Returning to the unfinished If statement above, the code continues:

    ReDim Preserve yy[Nn], IvarY[Nn]

    WtdExtRTSEC 0, 10 * (IntSigmaMean^2), ExtVar, ExtMean, ExtXbarSigma, yy, IvarY, Nn, NoEvar

Ludwig described subroutine WtdExtRTSEC as finding the root (thought to lie between 0 and MaxExtVar) of a function WtdExtFunc, using the secant method. The root, returned as WtdExtRTSEC, is refined until its accuracy is +/-xacc. He said the method is described in Numerical Recipes in C: The Art of Scientific Computing (Press et al., 1987, p. 250-251). Subroutine WtdExtRTSEC is invoked exclusively within WeightedAverage, so I have defined almost all of the arguments in terms of WeightedAverage usage.

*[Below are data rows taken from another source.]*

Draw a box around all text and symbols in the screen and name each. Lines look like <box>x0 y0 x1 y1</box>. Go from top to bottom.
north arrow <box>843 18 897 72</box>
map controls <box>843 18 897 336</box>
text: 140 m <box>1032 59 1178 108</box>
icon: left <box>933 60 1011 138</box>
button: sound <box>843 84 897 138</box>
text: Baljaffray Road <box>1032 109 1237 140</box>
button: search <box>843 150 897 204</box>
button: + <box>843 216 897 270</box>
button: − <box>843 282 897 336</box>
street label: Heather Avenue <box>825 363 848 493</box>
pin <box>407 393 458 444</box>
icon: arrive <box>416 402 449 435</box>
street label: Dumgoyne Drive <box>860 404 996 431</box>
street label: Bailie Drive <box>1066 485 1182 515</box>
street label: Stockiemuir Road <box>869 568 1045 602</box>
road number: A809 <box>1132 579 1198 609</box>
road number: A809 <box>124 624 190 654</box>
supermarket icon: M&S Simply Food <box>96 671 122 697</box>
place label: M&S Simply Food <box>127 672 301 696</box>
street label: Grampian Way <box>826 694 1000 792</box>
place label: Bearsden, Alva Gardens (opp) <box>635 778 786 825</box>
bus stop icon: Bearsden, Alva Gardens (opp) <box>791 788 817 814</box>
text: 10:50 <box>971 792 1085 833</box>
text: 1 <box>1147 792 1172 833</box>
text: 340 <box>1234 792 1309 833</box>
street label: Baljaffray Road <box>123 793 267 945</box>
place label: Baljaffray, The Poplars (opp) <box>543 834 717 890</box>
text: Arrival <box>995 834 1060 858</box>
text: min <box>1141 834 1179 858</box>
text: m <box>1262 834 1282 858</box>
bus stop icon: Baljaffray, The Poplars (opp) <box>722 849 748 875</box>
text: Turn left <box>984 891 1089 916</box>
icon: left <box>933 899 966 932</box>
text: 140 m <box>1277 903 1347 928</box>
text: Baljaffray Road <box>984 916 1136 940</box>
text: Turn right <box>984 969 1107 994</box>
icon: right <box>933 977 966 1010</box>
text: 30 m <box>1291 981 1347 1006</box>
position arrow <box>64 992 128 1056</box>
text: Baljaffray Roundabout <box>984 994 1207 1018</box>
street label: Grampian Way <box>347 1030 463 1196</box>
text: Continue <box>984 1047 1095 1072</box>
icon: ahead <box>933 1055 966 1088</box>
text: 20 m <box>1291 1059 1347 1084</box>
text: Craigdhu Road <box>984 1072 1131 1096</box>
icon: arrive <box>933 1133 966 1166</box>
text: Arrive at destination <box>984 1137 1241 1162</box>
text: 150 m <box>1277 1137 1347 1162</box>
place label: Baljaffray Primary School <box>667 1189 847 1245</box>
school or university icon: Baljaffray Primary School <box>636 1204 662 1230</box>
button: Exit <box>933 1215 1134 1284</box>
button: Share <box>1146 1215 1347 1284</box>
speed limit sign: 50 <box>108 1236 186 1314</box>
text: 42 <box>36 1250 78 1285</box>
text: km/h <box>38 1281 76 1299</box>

Subroutine WtdExtRTSEC is defined as

WtdExtRTSEC( 0, MaxExtVar, ExtVar, ExtMean, ExtXbarSigma, yy, IvarY, Nn, NoEvar )

where

0 is a (mandatory) pre-existing minimum estimate of ExtVar, as input to this subroutine.

MaxExtVar is a (mandatory) pre-existing maximum estimate (double-precision) of ExtVar, as input to this subroutine. Referring subroutine WeightedAverage sets MaxExtVar = 10 * ( IntSigmaMean^2 )

ExtVar is the best estimate (double-precision) of "external variance", as output from this subroutine if NoEvar = FALSE.

ExtMean is the calculated (double-precision) "external" mean (from iterated WtdExtFunc, as Xbar), as output from this subroutine if NoEvar = FALSE.

ExtXbarSigma is the calculated (double-precision) 1sigma error of the "external" mean (from interated WtdExtFunc, as XbarSigma), as output from this subroutine if NoEvar = FALSE.

yy is a double-precision vector of length Nn containing the Values, as input to this subroutine. Usage as per referring subroutine WeightedAverage.

IvarYis a double-precision vector of length Nn containing the variances, as input to this subroutine. Usage as per referring subroutine WeightedAverage.

Nn is the integer number of values, as input to this subroutine. Usage as per referring subroutine WeightedAverage.

NoEvar is a Boolean indicating whether the secant-method calculation in this subroutine has succeeded (FALSE) or failed (TRUE). It is explicitly initialised as FALSE.

The subroutine proceeds as follows:

Boolean value: NoEvar

Integer values: j, rct

Double-precision values: dx, f, facc, FL, Lastf1, Lastf2, MaxExtVar, rts, SwapTemp, tmp, xacc, xl

xacc = 1e-9
facc = 1e-7
NoEvar = FALSE
MaxExtVar = 10 * ( IntSigmaMean^2 ) --from referring subroutine WeightedAverage

FL = WtdExtFunc( 0, Xbar, XbarSigma, yy, IvarY, Nn )
f = WtdExtFunc( MaxExtVar, Xbar, XbarSigma, yy, IvarY, Nn )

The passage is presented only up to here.